Commémorations du 9 mai 1945 : quel bilan pour la Russie ?
Le week-end dernier, la Russie a célébré la victoire de l'Union soviétique sur l'Allemagne nazie il y a 75 ans, en organisant le plus grand défilé militaire de son histoire. En raison de la pandémie, la manifestation avait été repoussée de quelques semaines et beaucoup des invités n'ont pas pu venir. En dépit d'une situation sanitaire qui reste critique, quelque 13 000 soldats ont défilé sans masque sur la place Rouge.
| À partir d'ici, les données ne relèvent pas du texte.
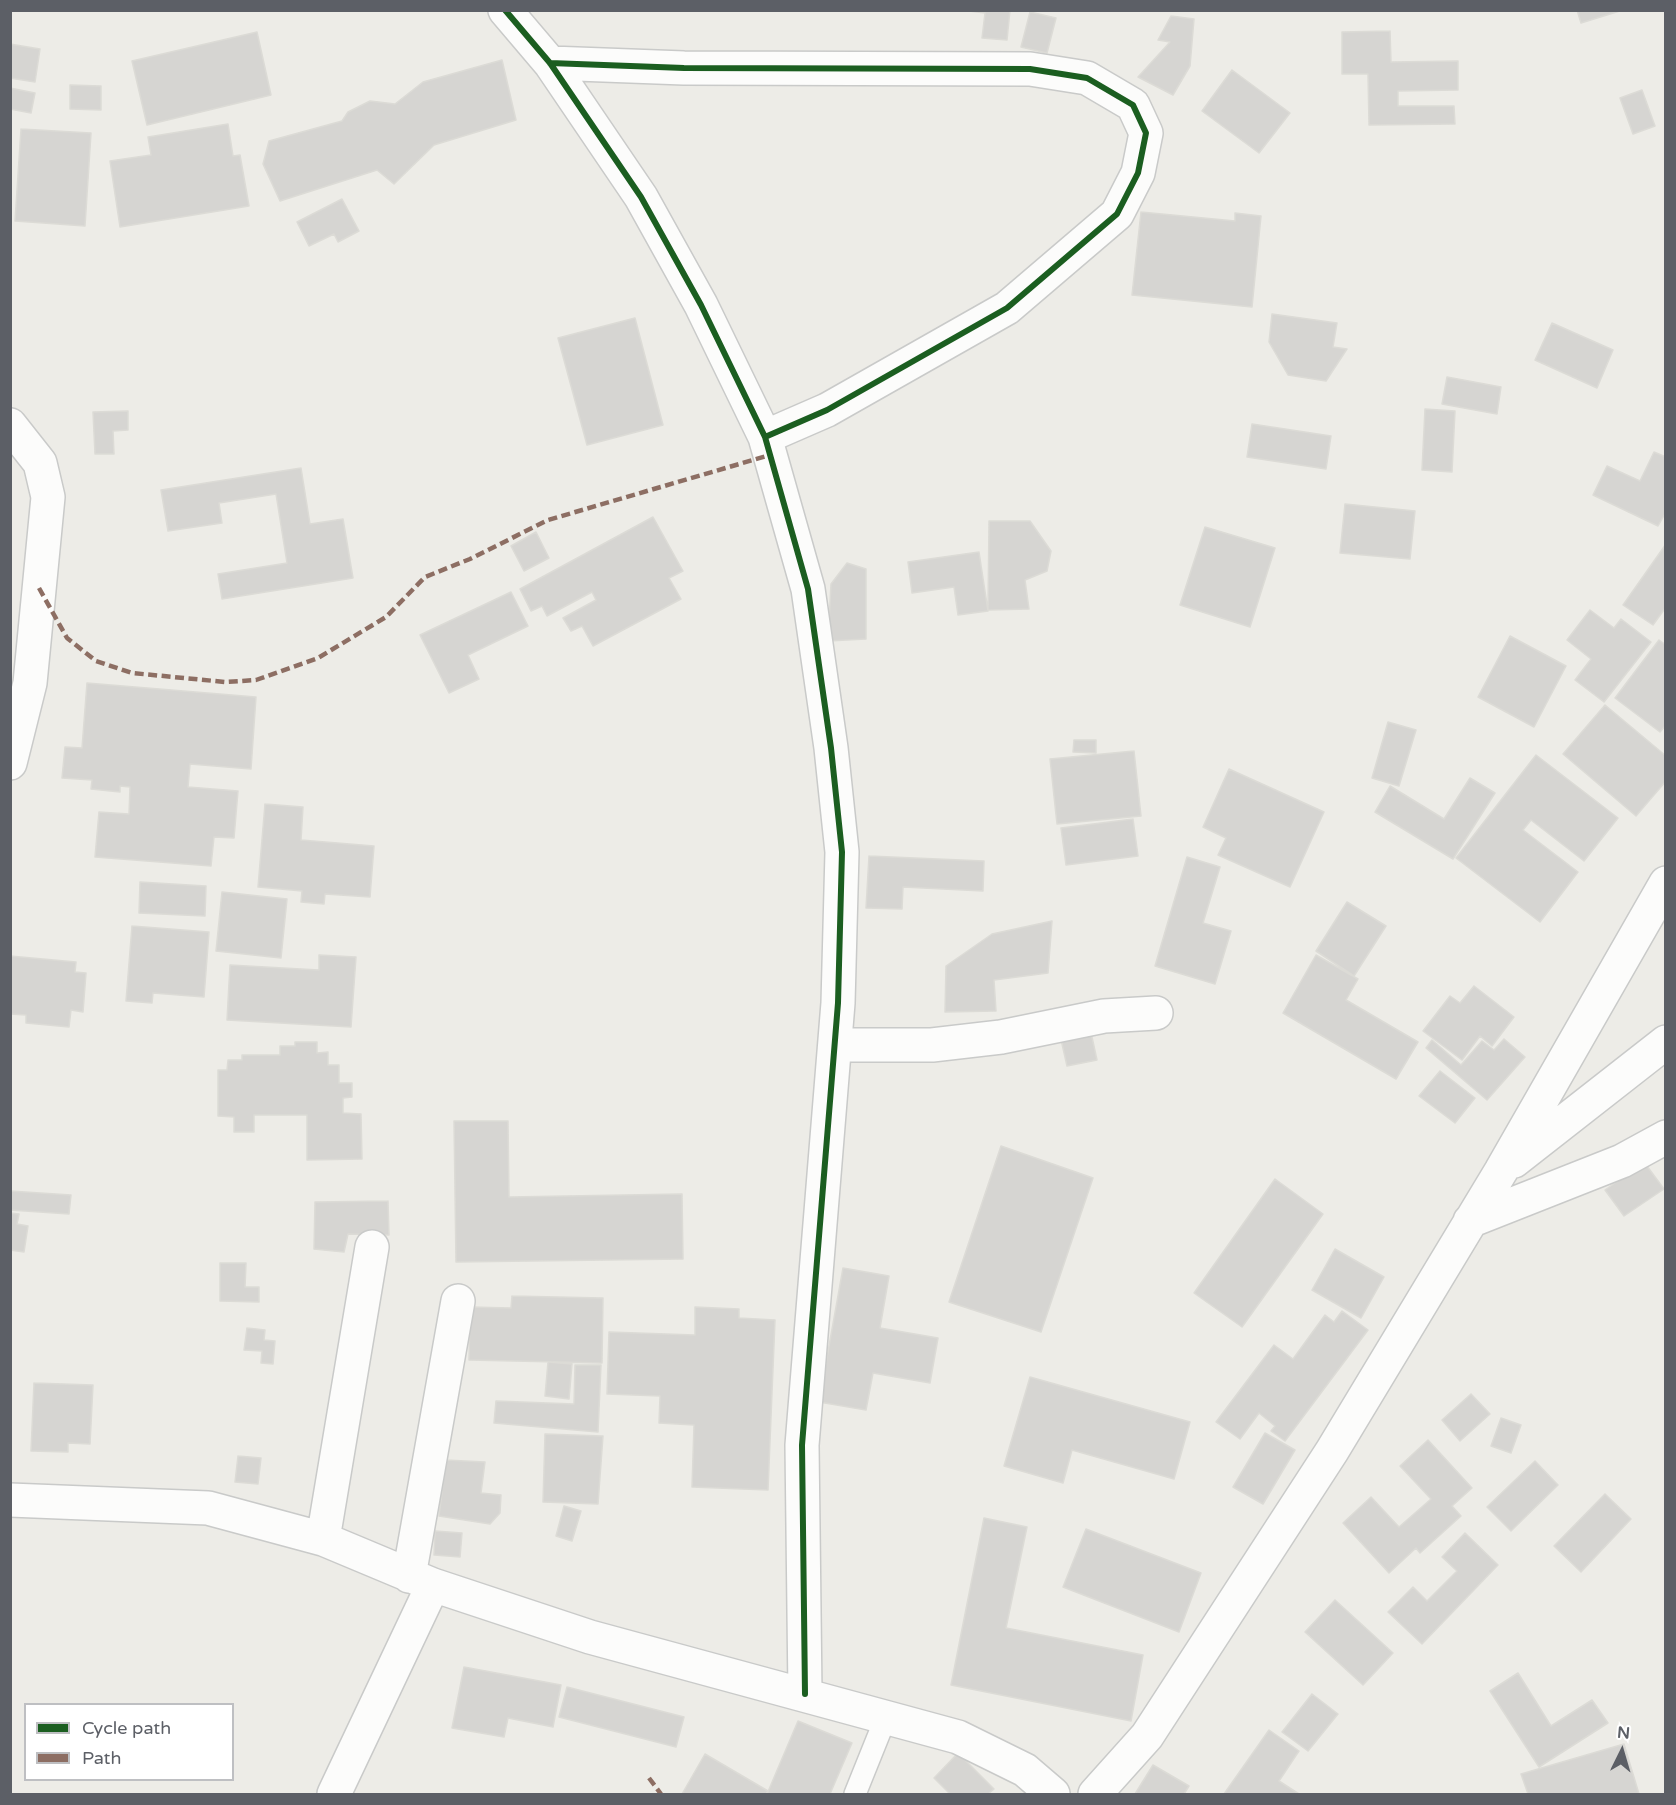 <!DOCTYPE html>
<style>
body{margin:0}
#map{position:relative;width:1676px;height:1805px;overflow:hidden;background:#edece7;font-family:"Varela Round",sans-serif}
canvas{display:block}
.frame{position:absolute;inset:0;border:12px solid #5c5f66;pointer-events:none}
.legend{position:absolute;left:24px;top:1703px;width:210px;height:78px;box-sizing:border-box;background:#fff;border:2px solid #bebfc2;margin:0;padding:8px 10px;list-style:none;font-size:18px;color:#5c5f66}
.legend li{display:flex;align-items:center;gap:12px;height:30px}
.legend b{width:30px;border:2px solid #bebfc2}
.north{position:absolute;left:1592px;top:1721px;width:60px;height:60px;-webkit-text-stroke:4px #fff;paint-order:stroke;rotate:5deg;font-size:16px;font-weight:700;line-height:24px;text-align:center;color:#5c5f66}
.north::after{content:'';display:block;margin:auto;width:21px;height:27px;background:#5c5f66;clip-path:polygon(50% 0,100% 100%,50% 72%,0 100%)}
</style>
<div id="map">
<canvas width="1676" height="1805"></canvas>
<div class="frame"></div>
<ul class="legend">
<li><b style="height:8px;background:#1b5e20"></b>Cycle path</li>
<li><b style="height:8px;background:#8d6e63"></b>Path</li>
</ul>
<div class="north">N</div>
</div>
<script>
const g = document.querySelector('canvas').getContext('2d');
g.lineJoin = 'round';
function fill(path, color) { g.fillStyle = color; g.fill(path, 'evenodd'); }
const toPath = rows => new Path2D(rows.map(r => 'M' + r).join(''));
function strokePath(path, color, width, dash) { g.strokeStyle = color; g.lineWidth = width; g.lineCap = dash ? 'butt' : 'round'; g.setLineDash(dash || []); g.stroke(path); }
const building = toPath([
 [1010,10,1007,40,982,38,985,13,969,11,1010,10],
 [1577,10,1623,10,1581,23,1577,10],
 [1030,12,1056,18,1047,53,1021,47,1030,12],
 [1171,16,1194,19,1190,66,1173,95,1138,77,1170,42,1158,40,1171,16],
 [1390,31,1391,62,1458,61,1458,90,1398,91,1398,106,1454,106,1455,124,1369,125,1368,74,1342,74,1342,32,1390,31],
 [257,32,271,95,147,125,132,61,257,32],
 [10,44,40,49,35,82,10,78,10,44],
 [502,60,516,120,434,145,394,184,377,170,280,201,263,164,269,141,342,121,348,112,370,101,395,104,423,82,502,60],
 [1232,70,1290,113,1259,153,1202,111,1232,70],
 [70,85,101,86,101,110,70,109,70,85],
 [10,88,35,93,31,113,10,109,10,88],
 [1642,90,1655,126,1633,134,1620,98,1642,90],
 [228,124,233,156,240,155,249,206,120,227,110,161,151,155,148,137,228,124],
 [21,129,91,133,85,226,15,221,21,129],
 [342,199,359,231,338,242,334,234,309,246,297,222,342,199],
 [1141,212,1235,221,1235,213,1261,216,1252,307,1132,295,1141,212],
 [1272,314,1337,323,1333,347,1347,349,1326,381,1288,375,1269,342,1272,314],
 [635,318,663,425,587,445,558,338,635,318],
 [1552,323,1613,350,1597,388,1535,360,1552,323],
 [1447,377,1501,387,1497,414,1442,404,1447,377],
 [1425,409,1455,411,1452,472,1422,470,1425,409],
 [128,411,128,430,113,431,114,454,95,454,93,412,128,411],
 [1252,424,1331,436,1326,469,1247,457,1252,424],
 [1654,452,1666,457,1666,512,1658,526,1593,495,1607,466,1640,481,1654,452],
 [301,468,310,524,343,519,353,578,222,599,218,574,287,563,276,494,219,503,222,523,168,531,161,490,301,468],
 [1345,504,1415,511,1410,559,1340,553,1345,504],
 [653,517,683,571,669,578,681,599,593,646,582,626,571,631,563,618,596,600,592,592,547,616,542,606,531,611,520,589,653,517],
 [989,521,1030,521,1051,551,1047,571,1025,580,1029,609,988,610,989,521],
 [1205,527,1275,548,1250,627,1180,605,1205,527],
 [536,532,549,558,524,571,511,546,536,532],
 [1666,544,1666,607,1653,625,1623,605,1666,544],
 [979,552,988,611,958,615,954,587,912,593,908,562,979,552],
 [847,563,866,569,866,639,828,641,831,584,847,563],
 [511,592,528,626,468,655,479,679,449,693,420,635,511,592],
 [1590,610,1614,628,1621,619,1651,642,1604,702,1575,680,1591,659,1567,640,1590,610],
 [1510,636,1566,666,1534,727,1478,697,1510,636],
 [1659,640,1666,645,1666,725,1660,732,1615,698,1659,640],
 [87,683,256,697,251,769,190,764,188,787,238,791,234,838,214,837,211,866,95,857,99,812,129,814,130,787,120,786,120,792,91,789,92,780,62,778,65,747,82,748,87,683],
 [1605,705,1666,756,1666,781,1636,816,1563,754,1605,705],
 [1388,722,1416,730,1399,786,1372,778,1388,722],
 [1074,740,1096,740,1096,753,1073,752,1074,740],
 [1134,751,1141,816,1057,824,1050,759,1134,751],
 [1536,755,1618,818,1584,861,1531,820,1523,830,1578,872,1540,922,1456,858,1536,755],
 [1229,769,1324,812,1290,887,1218,855,1226,838,1203,827,1229,769],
 [1470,778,1495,793,1453,859,1375,812,1390,786,1444,819,1470,778],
 [265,804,303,807,301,840,374,846,370,897,325,894,324,904,301,902,302,891,258,887,265,804],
 [1133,819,1138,856,1066,865,1061,828,1133,819],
 [869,856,984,861,983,891,903,887,902,909,866,908,869,856],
 [1187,857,1220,867,1203,923,1231,931,1215,984,1155,966,1187,857],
 [140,882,206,886,205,916,139,913,140,882],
 [222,892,287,899,281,958,216,951,222,892],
 [1347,902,1386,926,1354,976,1316,951,1347,902],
 [1052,921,1048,973,994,980,996,1011,945,1012,946,966,992,934,1052,921],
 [132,926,209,932,204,997,153,993,152,1003,126,1001,132,926],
 [319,955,356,957,351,1027,227,1020,230,965,319,970,319,955],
 [1316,955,1358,979,1346,1000,1418,1042,1396,1079,1283,1013,1316,955],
 [10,956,76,962,75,972,86,973,83,1012,71,1010,69,1027,26,1023,26,1015,10,1014,10,956],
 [1474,986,1514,1017,1492,1046,1480,1036,1462,1060,1423,1031,1450,996,1460,1003,1474,986],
 [1090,1028,1097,1060,1067,1066,1060,1035,1090,1028],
 [1504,1039,1525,1057,1487,1100,1426,1048,1432,1040,1461,1065,1482,1041,1494,1050,1504,1039],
 [295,1042,317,1042,317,1053,328,1052,328,1065,339,1065,339,1083,352,1083,352,1097,343,1098,343,1113,361,1114,362,1159,307,1160,307,1115,254,1115,254,1132,234,1132,234,1117,218,1116,218,1070,227,1070,228,1060,242,1060,242,1055,280,1055,280,1046,295,1046,295,1042],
 [1440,1071,1475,1098,1455,1123,1419,1096,1440,1071],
 [454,1121,508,1121,509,1197,682,1194,683,1259,456,1262,454,1121],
 [1001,1146,1093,1178,1041,1332,949,1302,1001,1146],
 [1644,1162,1664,1189,1624,1216,1605,1190,1644,1162],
 [1275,1179,1323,1214,1242,1327,1194,1293,1275,1179],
 [10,1191,71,1195,69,1214,10,1210,10,1191],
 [388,1201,389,1235,348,1234,344,1252,314,1249,315,1202,388,1201],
 [10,1213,19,1214,17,1224,28,1226,24,1252,10,1250,10,1213],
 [1335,1249,1384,1277,1361,1318,1312,1290,1335,1249],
 [220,1263,246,1263,245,1287,259,1287,259,1302,220,1301,220,1263],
 [843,1268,889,1276,880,1328,938,1338,930,1383,873,1373,866,1410,819,1402,843,1268],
 [512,1296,603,1298,602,1363,469,1360,470,1307,511,1308,512,1296],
 [695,1307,739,1309,739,1318,775,1320,768,1490,692,1487,694,1425,659,1423,660,1396,607,1394,609,1332,695,1335,695,1307],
 [1342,1311,1368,1330,1285,1441,1271,1431,1275,1426,1259,1413,1240,1439,1216,1422,1274,1345,1293,1359,1325,1315,1334,1322,1342,1311],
 [247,1328,265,1330,264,1340,275,1341,273,1364,261,1363,262,1351,244,1350,247,1328],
 [548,1362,572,1364,569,1399,545,1396,548,1362],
 [575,1365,601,1365,598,1432,494,1423,496,1401,574,1404,575,1365],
 [1030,1377,1190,1422,1174,1479,1072,1450,1063,1483,1004,1466,1030,1377],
 [34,1383,93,1385,90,1444,68,1443,68,1452,31,1451,34,1383],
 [1471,1394,1490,1414,1460,1441,1442,1420,1471,1394],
 [1501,1418,1521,1425,1511,1453,1491,1446,1501,1418],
 [1265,1433,1295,1450,1263,1504,1233,1487,1265,1433],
 [545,1434,603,1436,598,1504,543,1502,545,1434],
 [1428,1440,1472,1488,1452,1506,1461,1516,1420,1553,1416,1548,1389,1573,1343,1523,1371,1497,1399,1527,1431,1499,1400,1466,1428,1440],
 [238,1456,261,1458,258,1484,235,1482,238,1456],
 [446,1460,485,1462,481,1493,501,1495,500,1513,490,1524,439,1516,446,1460],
 [1535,1461,1558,1485,1511,1531,1487,1507,1535,1461],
 [1605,1494,1631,1519,1581,1572,1554,1546,1605,1494],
 [564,1506,581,1511,572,1541,556,1536,564,1506],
 [984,1518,1027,1527,1006,1628,1143,1655,1131,1721,951,1685,984,1518],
 [1086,1529,1201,1573,1179,1632,1063,1587,1086,1529],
 [435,1531,462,1533,460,1557,434,1555,435,1531],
 [1465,1533,1498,1565,1422,1644,1388,1612,1413,1587,1427,1601,1457,1571,1442,1557,1465,1533],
 [1335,1600,1393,1653,1363,1685,1305,1632,1335,1600],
 [464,1667,561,1685,553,1727,508,1718,504,1737,452,1728,464,1667],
 [1518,1673,1551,1726,1592,1700,1608,1723,1539,1767,1490,1691,1518,1673],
 [567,1687,684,1717,676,1747,559,1717,567,1687],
 [1312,1694,1338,1714,1308,1751,1282,1732,1312,1694],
 [798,1721,852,1743,830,1794,767,1794,798,1721],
 [1269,1730,1299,1751,1279,1781,1299,1794,1224,1794,1269,1730],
 [1624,1744,1639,1794,1528,1794,1521,1774,1624,1744],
 [958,1753,994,1789,988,1794,950,1794,934,1778,958,1753],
 [705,1754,768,1791,766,1794,682,1794,705,1754],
 [1153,1765,1189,1786,1184,1794,1135,1794,1153,1765]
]);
const service = toPath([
 [855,1794,886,1717]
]);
const minor = toPath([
 [505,10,550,63,641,197,701,305,765,437,808,589,831,748,842,852,838,1003,802,1445,805,1694],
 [550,63,684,68,1030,69,1087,78,1133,105,1146,133,1138,173,1117,214,1007,308,827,410,765,437],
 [10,425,40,463,48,497,30,683,10,763],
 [835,1045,932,1045,1001,1037,1104,1016,1156,1013],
 [1514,1161,1666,1042],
 [1470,1221,1622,1161,1666,1137],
 [10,1500,208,1508,323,1539,433,1585,590,1637,958,1737,1025,1770,1053,1794],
 [323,1539,372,1247],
 [409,1576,458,1301],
 [334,1794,433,1585],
 [1095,1794,1147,1736,1332,1451,1501,1171,1666,883]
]);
const quiet = toPath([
 [39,588,67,638,96,661,132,673,225,682,256,680,318,658,386,617,425,577,470,559,548,520,770,455],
 [649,1778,661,1794]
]);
const cycleway = toPath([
 [505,10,550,63,641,197,701,305,765,437,808,589,831,748,842,852,838,1003,802,1445,805,1694],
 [550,63,684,68,1030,69,1087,78,1133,105,1146,133,1138,173,1117,214,1007,308,827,410,765,437]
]);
fill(building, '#d6d5d2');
strokePath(building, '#dcdbd6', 1.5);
strokePath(service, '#c9cac9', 24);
strokePath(minor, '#c9cac9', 36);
strokePath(service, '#fcfcfb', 21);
strokePath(minor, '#fcfcfb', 33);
strokePath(quiet, '#8d6e63', 4.5, [9, 4.5]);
strokePath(cycleway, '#1b5e20', 6);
</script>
Quel est le bilan de l'évènement ?
Les Chinois, seule ombre au tableau
Dans un commentaire sarcastique pour Ekho Moskvy, Anton Orech fait l'éloge d'un défilé réussi :
«Aucun grand dirigeant ne s'était déplacé pour assister à notre défilé, mais faut-il le déplorer ? Poutine était au rendez-vous sur la place Rouge, c'est l'essentiel. L'occasion pour le virus de faire un petit tour. Tous les autres indicateurs étaient au beau fixe, notamment une météo de rêve. Cette année, nous aurons eu droit aux avions dans le ciel de la capitale deux fois, en mai puis à nouveau maintenant. ... Ceux qui seront tombés malades recevront les soins appropriés. Certains en mourront, mais il faut bien mourir de quelque chose. Avec tant de joie et de patriotisme à la clé, le jeu en valait bien la chandelle ! La seule ombre au tableau : les Chinois. Nos soldats ont donné à voir un spectacle exemplaire, se tenant bien droits et réagissant au quart de tour, jusqu'au moment où les soldats chinois ont défilé devant eux.»
Un spectacle à l'attention des Etats-Unis
Ce défilé annuel a aussi pour rôle de démontrer la puissance militaire de la Russie, pointe Večernji list :
«Même si l'économie russe traverse de sérieuses difficultés, la Russie de Poutine reste une puissance militaire tout à fait respectable, la seule qui tente de tenir tête aux Etats-Unis et qui la devance, à en croire Poutine, concernant un nouveau type d'armes nucléaires stratégiques. La Russie demeure une puissance nucléaire mondiale, ce qui alimente une nouvelle course aux armements. Les Etats-Unis voient dans ce développement de nouvelles armes nucléaires une rupture du traité sur la non-prolifération des armes nucléaires (TNP), datant de la guerre froide - ce à quoi Moscou répond que ses armes ne constituent une menace que pour ceux qui veulent attaquer la Russie.»
L'histoire prise en otage
Zeit Online s'inquiète des libertés que Poutine prend avec les faits historiques :
«Non seulement parce que Poutine distille l'histoire pour en extraire ce qui l'arrange dans l'alambic de son agenda politique. Mais aussi parce que ses vues sont en passe de faire leur entrée dans la Constitution. Défilés, Histoire et Constitution se rejoignent pour devenir une question de pouvoir. La nouvelle Constitution russe comporte un article qui oblige la Fédération de Russie à 'garantir la vérité historique'. L'interprétation de la Seconde Guerre mondiale n'est donc plus du ressort de la recherche indépendante et du débat social, c'est un ordre venant d'en haut. L'histoire est laissée à la discrétion de l'Etat. ... Ce qui se passe actuellement est moins un scénario d'avenir qu'une façon de prendre l'histoire en otage.»